** TASK TO CARRY OUT **
Reproduce each entry exactly, so that everything except the pictures is carried over.
START DATASET EXCERPTS
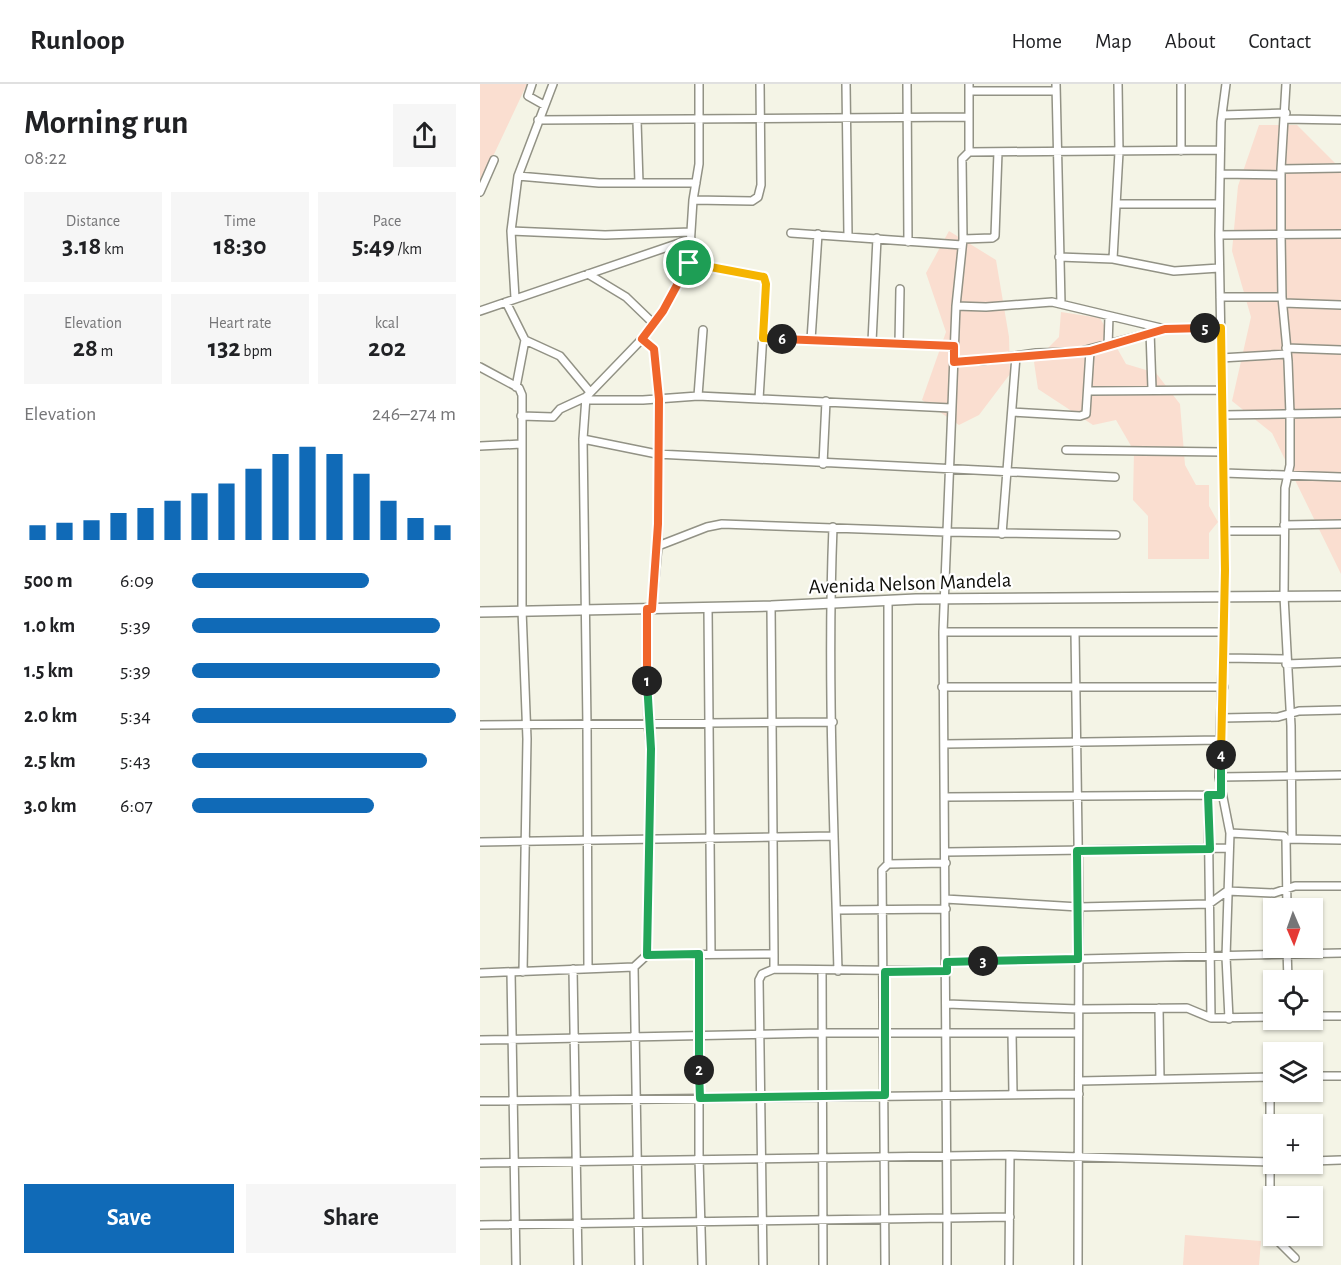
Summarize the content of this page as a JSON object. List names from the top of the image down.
{
  "streets": {
    "street": ["Avenida Nelson Mandela"]
  },
  "north": "bottom",
  "page": {
    "header": "Runloop",
    "nav": [
      "Home",
      "Map",
      "About",
      "Contact"
    ],
    "heading": ["Morning run", "08:22"],
    "stats": [
      ["Distance", "3.18 km"],
      ["Time", "18:30"],
      ["Pace", "5:49 /km"],
      ["Elevation", "28 m"],
      ["Heart rate", "132 bpm"],
      ["kcal", "202"]
    ],
    "pins": [
      "5",
      "6",
      "1",
      "4",
      "3",
      "2"
    ],
    "chart": ["Elevation", "246–274 m"],
    "list": [
      {
        "name": "500 m",
        "note": "6:09"
      },
      {
        "name": "1.0 km",
        "note": "5:39"
      },
      {
        "name": "1.5 km",
        "note": "5:39"
      },
      {
        "name": "2.0 km",
        "note": "5:34"
      },
      {
        "name": "2.5 km",
        "note": "5:43"
      },
      {
        "name": "3.0 km",
        "note": "6:07"
      }
    ],
    "map_buttons": ["+", "−"],
    "buttons": ["Save", "Share"]
  }
}
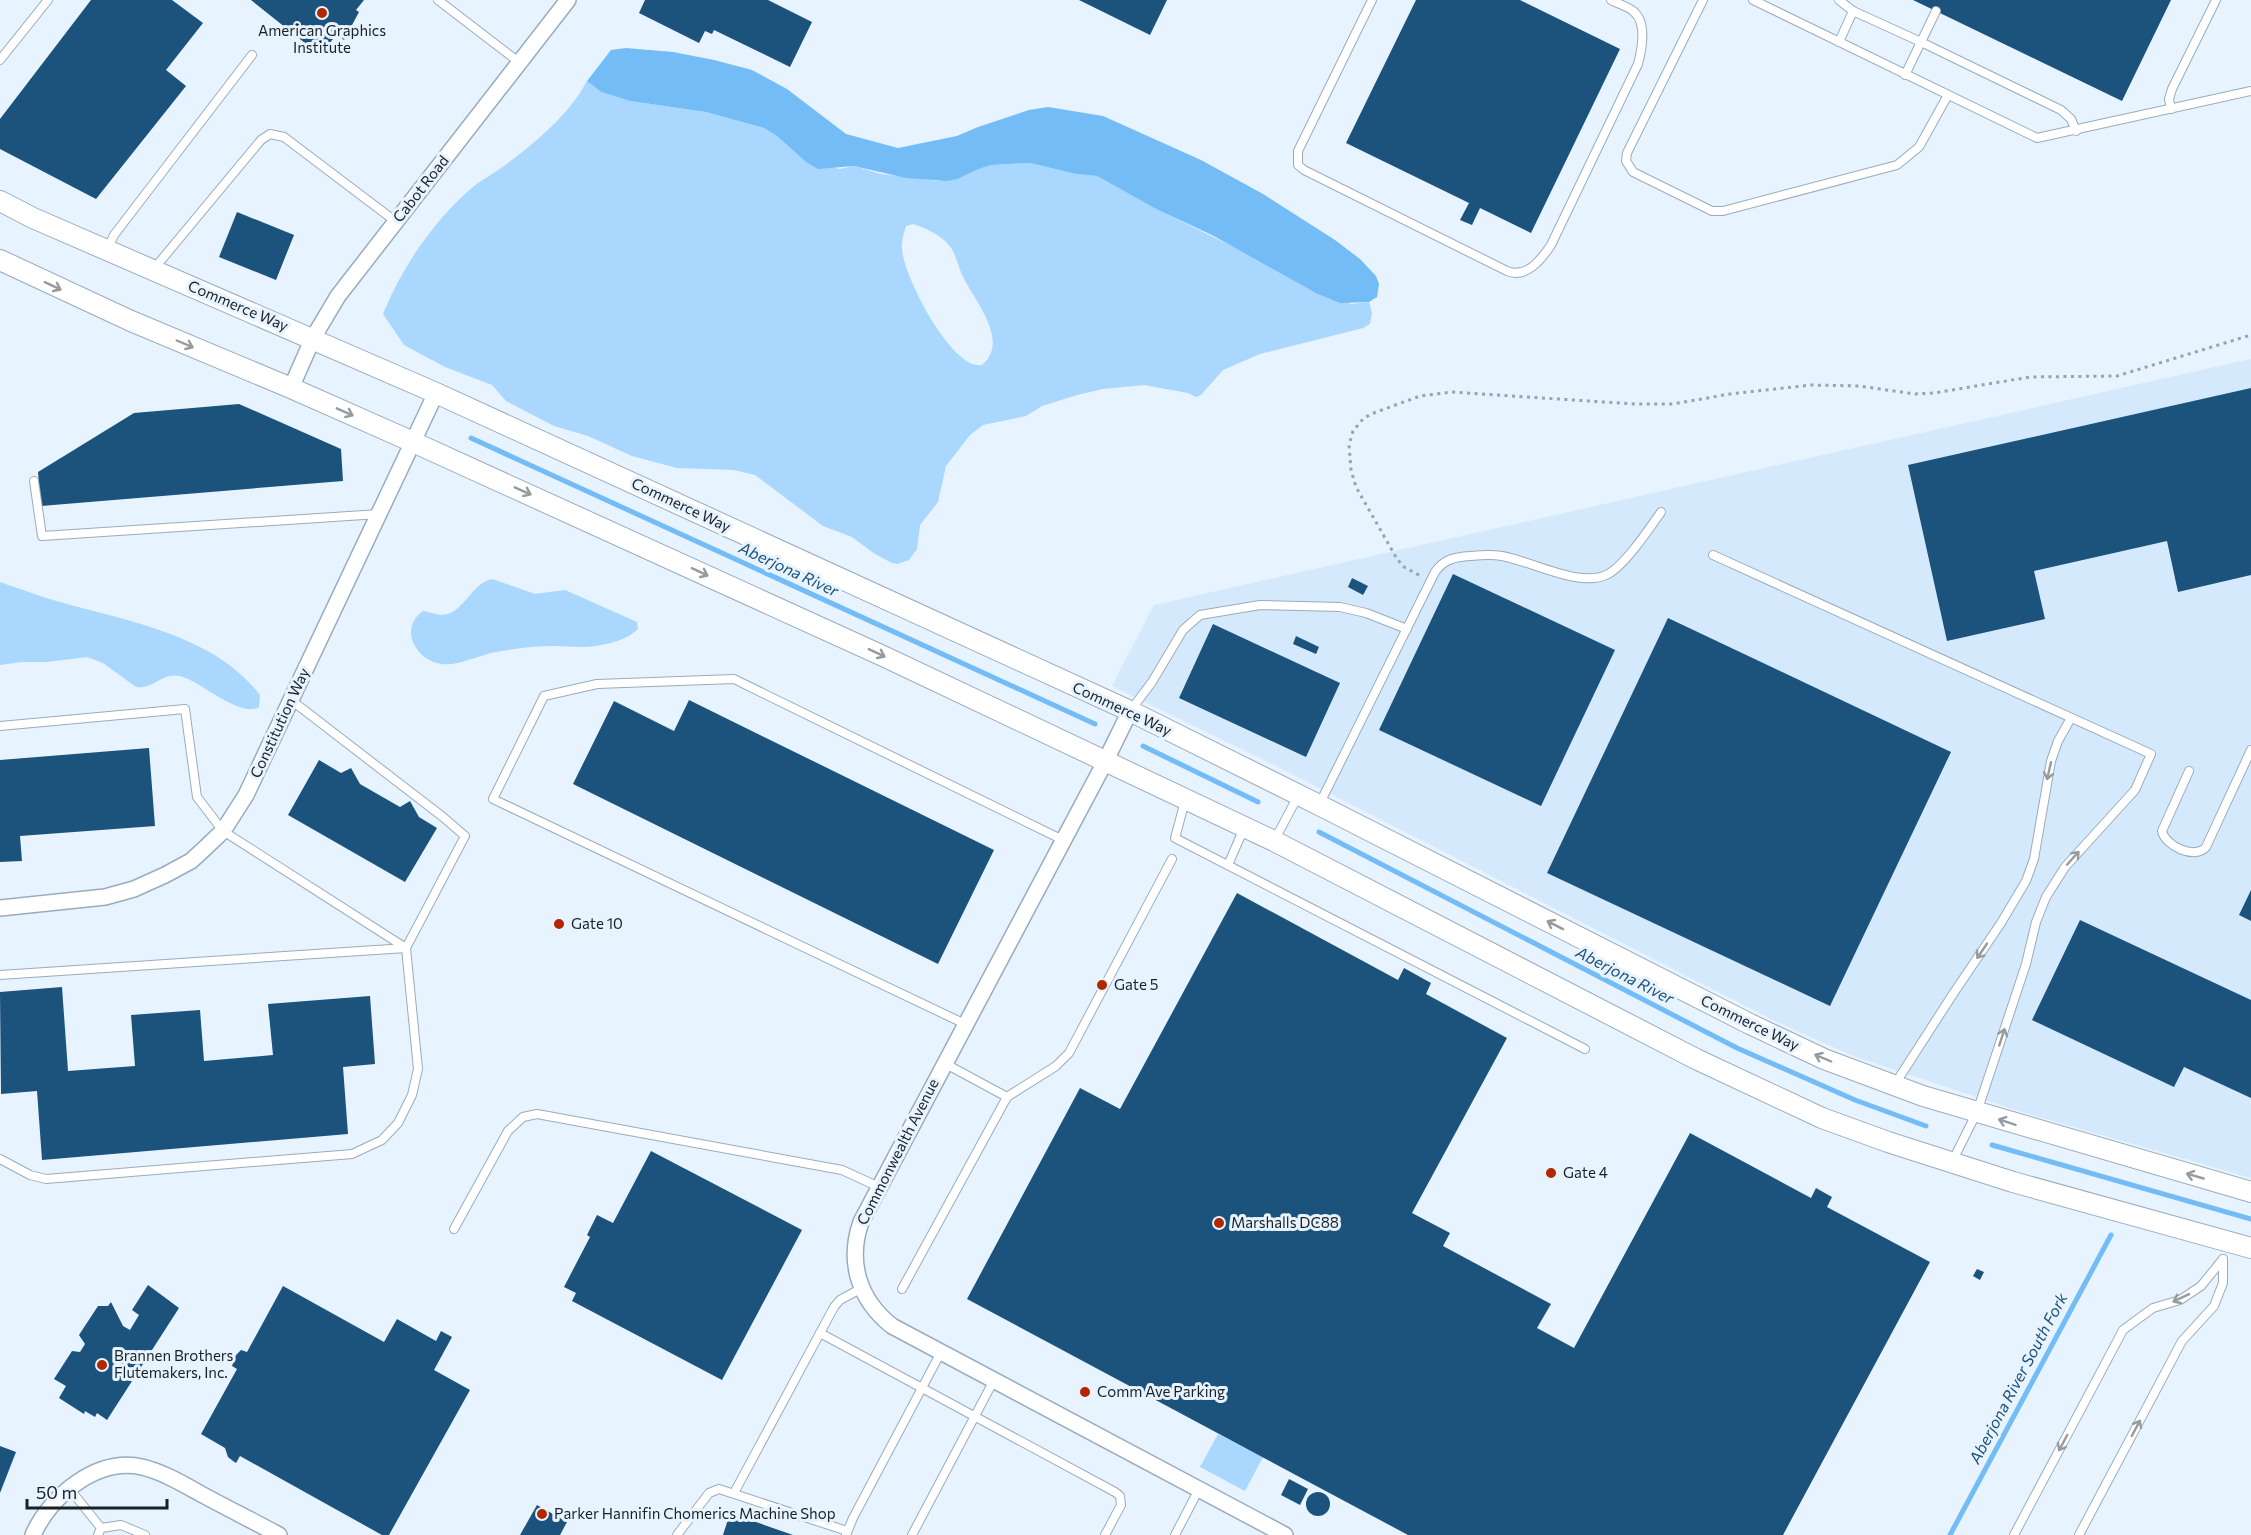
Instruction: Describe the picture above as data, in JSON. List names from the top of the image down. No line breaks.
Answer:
END DATASET EXCERPTS
** OUTPUT **
Summarize the content of this page as a JSON object. List names from the top of the image down.
{
  "streets": {
    "street": ["Avenida Nelson Mandela"]
  },
  "north": "bottom",
  "page": {
    "header": "Runloop",
    "nav": [
      "Home",
      "Map",
      "About",
      "Contact"
    ],
    "heading": ["Morning run", "08:22"],
    "stats": [
      ["Distance", "3.18 km"],
      ["Time", "18:30"],
      ["Pace", "5:49 /km"],
      ["Elevation", "28 m"],
      ["Heart rate", "132 bpm"],
      ["kcal", "202"]
    ],
    "pins": [
      "5",
      "6",
      "1",
      "4",
      "3",
      "2"
    ],
    "chart": ["Elevation", "246–274 m"],
    "list": [
      {
        "name": "500 m",
        "note": "6:09"
      },
      {
        "name": "1.0 km",
        "note": "5:39"
      },
      {
        "name": "1.5 km",
        "note": "5:39"
      },
      {
        "name": "2.0 km",
        "note": "5:34"
      },
      {
        "name": "2.5 km",
        "note": "5:43"
      },
      {
        "name": "3.0 km",
        "note": "6:07"
      }
    ],
    "map_buttons": ["+", "−"],
    "buttons": ["Save", "Share"]
  }
}
Instruction: Describe the picture above as data, in JSON. List names from the top of the image down. No line breaks.
Answer:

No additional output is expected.